DESCRIPTION OF THE TASK:
Examine each line in the records below for the word "roads". Report how many lines contain it, and nothing else.

•••••

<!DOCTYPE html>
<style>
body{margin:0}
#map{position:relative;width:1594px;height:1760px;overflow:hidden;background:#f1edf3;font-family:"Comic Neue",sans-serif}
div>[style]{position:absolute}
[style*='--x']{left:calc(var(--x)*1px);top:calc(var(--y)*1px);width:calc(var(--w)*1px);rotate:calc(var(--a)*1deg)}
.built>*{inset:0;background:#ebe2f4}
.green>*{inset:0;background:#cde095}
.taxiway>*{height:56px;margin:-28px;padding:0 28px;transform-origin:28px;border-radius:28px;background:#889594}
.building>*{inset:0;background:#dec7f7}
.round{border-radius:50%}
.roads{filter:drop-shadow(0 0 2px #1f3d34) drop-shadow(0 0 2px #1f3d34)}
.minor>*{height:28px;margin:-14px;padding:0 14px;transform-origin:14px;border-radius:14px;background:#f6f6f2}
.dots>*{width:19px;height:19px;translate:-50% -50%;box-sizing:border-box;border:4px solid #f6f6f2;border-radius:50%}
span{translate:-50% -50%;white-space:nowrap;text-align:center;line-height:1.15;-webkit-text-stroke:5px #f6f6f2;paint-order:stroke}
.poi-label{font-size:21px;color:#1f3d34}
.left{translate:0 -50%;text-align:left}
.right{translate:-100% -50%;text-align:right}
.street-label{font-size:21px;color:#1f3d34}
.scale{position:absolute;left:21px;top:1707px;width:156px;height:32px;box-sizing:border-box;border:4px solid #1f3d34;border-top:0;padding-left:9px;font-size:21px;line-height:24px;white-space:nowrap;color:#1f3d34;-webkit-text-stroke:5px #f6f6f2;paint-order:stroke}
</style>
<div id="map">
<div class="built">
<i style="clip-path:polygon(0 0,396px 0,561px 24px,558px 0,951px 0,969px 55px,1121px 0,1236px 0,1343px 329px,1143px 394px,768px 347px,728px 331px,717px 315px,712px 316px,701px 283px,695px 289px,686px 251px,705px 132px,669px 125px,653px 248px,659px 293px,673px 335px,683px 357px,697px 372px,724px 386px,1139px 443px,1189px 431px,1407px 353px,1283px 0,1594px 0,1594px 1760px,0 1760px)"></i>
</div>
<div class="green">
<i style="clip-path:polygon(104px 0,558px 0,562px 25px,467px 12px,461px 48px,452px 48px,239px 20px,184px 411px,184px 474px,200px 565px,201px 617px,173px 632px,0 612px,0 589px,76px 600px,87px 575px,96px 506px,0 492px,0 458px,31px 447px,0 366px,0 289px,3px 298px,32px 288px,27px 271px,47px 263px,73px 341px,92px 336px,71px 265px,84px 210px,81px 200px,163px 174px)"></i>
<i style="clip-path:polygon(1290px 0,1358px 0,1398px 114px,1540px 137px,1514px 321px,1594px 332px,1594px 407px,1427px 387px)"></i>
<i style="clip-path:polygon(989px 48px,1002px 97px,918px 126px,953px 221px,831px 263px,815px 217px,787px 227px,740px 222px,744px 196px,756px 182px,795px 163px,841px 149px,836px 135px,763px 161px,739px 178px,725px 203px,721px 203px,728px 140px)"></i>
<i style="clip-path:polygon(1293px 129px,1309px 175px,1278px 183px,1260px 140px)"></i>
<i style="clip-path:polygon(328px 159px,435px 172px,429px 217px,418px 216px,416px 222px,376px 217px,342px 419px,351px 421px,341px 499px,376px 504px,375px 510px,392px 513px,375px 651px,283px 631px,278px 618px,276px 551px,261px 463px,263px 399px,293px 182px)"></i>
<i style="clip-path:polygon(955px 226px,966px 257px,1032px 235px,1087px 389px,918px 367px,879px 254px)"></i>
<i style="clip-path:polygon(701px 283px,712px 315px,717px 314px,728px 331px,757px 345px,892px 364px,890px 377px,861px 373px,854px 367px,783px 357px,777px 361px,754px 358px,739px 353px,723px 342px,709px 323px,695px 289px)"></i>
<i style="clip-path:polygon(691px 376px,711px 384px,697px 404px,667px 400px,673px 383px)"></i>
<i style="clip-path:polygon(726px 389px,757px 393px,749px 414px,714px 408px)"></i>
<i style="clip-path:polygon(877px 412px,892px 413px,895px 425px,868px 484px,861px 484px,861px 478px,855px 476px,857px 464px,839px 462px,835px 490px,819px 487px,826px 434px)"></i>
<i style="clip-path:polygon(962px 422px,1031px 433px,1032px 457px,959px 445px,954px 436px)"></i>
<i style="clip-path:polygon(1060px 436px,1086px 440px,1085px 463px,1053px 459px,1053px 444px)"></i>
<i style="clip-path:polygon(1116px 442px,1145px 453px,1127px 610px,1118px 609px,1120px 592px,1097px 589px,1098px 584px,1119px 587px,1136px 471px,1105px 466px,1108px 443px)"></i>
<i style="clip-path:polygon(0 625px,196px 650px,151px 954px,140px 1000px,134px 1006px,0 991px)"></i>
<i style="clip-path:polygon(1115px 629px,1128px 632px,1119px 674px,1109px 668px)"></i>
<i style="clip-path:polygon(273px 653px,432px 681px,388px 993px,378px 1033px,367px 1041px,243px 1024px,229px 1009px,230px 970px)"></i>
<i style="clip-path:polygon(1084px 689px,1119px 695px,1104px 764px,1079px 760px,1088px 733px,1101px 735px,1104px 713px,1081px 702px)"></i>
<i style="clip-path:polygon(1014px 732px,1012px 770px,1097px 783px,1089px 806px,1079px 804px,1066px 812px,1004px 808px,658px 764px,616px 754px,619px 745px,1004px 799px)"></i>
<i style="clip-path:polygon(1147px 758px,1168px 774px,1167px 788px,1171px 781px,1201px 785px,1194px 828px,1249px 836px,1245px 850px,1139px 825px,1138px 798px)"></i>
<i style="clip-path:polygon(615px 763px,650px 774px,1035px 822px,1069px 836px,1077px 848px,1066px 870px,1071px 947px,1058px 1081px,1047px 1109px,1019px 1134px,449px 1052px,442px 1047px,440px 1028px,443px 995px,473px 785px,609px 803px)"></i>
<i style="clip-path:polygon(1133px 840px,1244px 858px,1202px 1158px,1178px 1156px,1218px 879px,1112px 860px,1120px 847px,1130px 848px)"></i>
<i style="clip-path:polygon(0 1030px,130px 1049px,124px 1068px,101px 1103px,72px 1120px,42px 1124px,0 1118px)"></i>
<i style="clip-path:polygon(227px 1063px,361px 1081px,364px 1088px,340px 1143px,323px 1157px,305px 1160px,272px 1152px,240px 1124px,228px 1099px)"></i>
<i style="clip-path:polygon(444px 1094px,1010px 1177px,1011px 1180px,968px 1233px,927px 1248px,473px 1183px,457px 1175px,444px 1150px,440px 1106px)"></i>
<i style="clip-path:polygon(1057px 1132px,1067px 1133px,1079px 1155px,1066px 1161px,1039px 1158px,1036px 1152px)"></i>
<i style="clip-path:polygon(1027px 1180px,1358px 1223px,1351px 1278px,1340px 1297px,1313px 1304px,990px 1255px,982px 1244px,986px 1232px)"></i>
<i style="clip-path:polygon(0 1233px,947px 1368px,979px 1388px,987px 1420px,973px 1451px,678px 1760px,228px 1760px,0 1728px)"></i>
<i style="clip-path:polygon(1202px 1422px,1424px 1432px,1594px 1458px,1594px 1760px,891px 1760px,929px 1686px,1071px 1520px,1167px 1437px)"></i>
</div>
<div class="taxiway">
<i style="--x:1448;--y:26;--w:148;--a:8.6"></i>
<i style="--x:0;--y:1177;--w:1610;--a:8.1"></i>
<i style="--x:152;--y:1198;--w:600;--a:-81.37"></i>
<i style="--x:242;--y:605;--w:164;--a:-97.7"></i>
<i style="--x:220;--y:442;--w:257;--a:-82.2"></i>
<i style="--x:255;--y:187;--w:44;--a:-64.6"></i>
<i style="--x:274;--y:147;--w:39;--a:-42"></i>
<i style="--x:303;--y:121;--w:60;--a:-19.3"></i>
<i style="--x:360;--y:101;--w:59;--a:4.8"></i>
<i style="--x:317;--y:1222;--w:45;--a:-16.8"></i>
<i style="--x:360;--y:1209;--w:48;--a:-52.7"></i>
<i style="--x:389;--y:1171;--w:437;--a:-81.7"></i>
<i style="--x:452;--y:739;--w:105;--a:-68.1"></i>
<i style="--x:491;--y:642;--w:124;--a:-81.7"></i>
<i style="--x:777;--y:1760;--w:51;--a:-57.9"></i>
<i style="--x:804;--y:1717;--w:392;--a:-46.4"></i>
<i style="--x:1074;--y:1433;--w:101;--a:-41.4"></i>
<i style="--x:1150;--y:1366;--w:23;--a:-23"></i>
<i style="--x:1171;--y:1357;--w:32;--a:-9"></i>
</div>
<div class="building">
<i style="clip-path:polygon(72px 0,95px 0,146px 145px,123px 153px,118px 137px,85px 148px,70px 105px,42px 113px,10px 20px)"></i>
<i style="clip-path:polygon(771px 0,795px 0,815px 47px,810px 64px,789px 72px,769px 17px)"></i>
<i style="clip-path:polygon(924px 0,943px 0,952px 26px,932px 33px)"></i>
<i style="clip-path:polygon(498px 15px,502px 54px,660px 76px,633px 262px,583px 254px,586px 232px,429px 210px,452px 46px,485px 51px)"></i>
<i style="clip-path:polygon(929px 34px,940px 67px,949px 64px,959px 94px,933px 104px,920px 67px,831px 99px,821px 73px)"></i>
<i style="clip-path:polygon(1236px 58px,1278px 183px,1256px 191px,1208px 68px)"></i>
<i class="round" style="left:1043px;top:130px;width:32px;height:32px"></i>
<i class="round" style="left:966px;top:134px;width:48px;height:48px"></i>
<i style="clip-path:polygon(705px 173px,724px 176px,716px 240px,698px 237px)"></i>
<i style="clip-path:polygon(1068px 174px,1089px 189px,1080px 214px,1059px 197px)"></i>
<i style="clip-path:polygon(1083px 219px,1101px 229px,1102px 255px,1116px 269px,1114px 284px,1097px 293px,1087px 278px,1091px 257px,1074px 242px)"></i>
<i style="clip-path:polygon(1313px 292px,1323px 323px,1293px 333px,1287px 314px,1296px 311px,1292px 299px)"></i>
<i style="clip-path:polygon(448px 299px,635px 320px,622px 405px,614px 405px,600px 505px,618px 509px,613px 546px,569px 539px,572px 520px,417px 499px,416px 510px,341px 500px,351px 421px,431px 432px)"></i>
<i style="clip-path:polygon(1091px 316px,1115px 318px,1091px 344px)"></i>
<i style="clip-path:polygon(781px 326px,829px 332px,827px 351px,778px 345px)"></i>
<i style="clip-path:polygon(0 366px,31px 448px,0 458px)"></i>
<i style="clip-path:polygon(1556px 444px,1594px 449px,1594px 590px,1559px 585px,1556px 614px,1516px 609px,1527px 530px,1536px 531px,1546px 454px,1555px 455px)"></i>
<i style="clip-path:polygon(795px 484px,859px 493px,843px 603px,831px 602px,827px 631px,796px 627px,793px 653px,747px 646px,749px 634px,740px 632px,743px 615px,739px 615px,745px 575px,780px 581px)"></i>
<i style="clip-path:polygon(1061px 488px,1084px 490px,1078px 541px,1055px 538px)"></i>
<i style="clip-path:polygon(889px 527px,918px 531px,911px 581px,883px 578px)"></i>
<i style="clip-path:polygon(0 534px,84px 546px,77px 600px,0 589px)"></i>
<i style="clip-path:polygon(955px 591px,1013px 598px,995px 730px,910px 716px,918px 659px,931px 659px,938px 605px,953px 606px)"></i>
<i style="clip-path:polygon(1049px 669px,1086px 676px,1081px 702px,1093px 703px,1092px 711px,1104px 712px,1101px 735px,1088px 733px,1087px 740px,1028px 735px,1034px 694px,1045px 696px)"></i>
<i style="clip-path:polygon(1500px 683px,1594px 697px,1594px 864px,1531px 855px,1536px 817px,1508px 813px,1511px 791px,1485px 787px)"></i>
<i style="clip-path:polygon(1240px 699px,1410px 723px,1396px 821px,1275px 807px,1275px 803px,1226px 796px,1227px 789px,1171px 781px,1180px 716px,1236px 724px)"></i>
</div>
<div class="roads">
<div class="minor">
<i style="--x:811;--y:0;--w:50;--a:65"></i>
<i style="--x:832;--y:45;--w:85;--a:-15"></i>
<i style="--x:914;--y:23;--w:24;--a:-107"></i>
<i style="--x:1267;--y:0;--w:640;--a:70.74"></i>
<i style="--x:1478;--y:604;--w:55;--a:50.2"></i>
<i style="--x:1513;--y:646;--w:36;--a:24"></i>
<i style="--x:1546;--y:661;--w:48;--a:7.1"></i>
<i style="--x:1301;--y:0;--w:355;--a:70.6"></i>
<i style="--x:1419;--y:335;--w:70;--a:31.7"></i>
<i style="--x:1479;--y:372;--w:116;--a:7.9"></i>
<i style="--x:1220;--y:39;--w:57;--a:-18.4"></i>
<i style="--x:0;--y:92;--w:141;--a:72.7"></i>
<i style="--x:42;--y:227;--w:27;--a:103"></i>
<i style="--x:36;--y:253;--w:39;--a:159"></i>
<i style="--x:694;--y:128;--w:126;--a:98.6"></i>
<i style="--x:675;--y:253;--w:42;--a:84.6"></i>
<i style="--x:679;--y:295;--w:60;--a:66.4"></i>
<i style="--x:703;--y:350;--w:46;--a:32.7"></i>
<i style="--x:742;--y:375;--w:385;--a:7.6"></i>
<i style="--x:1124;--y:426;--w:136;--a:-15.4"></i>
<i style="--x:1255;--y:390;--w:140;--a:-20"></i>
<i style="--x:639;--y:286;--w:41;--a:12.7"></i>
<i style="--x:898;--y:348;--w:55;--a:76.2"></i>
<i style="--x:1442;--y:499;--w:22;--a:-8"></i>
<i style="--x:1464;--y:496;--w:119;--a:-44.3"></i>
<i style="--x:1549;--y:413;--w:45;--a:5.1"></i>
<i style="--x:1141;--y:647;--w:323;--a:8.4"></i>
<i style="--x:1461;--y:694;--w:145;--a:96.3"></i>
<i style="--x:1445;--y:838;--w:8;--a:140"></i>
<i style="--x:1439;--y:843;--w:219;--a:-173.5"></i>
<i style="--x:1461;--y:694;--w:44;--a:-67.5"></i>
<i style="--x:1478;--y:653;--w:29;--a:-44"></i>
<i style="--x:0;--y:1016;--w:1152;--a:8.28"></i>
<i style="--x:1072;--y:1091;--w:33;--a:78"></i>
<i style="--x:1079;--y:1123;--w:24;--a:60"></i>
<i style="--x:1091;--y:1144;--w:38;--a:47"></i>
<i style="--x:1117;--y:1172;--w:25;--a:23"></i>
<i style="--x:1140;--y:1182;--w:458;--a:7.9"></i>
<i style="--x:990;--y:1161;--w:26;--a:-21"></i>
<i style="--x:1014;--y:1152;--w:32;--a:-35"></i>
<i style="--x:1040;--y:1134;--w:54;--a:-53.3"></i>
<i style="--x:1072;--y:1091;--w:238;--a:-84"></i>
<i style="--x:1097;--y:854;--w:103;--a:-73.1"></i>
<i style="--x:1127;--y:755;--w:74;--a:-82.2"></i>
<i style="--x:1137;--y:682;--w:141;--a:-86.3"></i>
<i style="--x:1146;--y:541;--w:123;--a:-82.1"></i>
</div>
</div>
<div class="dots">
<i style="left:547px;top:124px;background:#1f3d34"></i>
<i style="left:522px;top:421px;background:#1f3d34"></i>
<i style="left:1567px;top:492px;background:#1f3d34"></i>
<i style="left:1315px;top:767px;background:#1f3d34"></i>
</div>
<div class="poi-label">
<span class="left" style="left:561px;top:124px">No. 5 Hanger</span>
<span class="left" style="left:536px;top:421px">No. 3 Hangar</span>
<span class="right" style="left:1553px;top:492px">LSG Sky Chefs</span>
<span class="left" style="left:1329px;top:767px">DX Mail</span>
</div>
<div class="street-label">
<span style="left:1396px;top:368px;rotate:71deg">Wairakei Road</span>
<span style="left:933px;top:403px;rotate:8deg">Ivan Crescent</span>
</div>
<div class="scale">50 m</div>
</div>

•••••

TASK SOLUTION:
2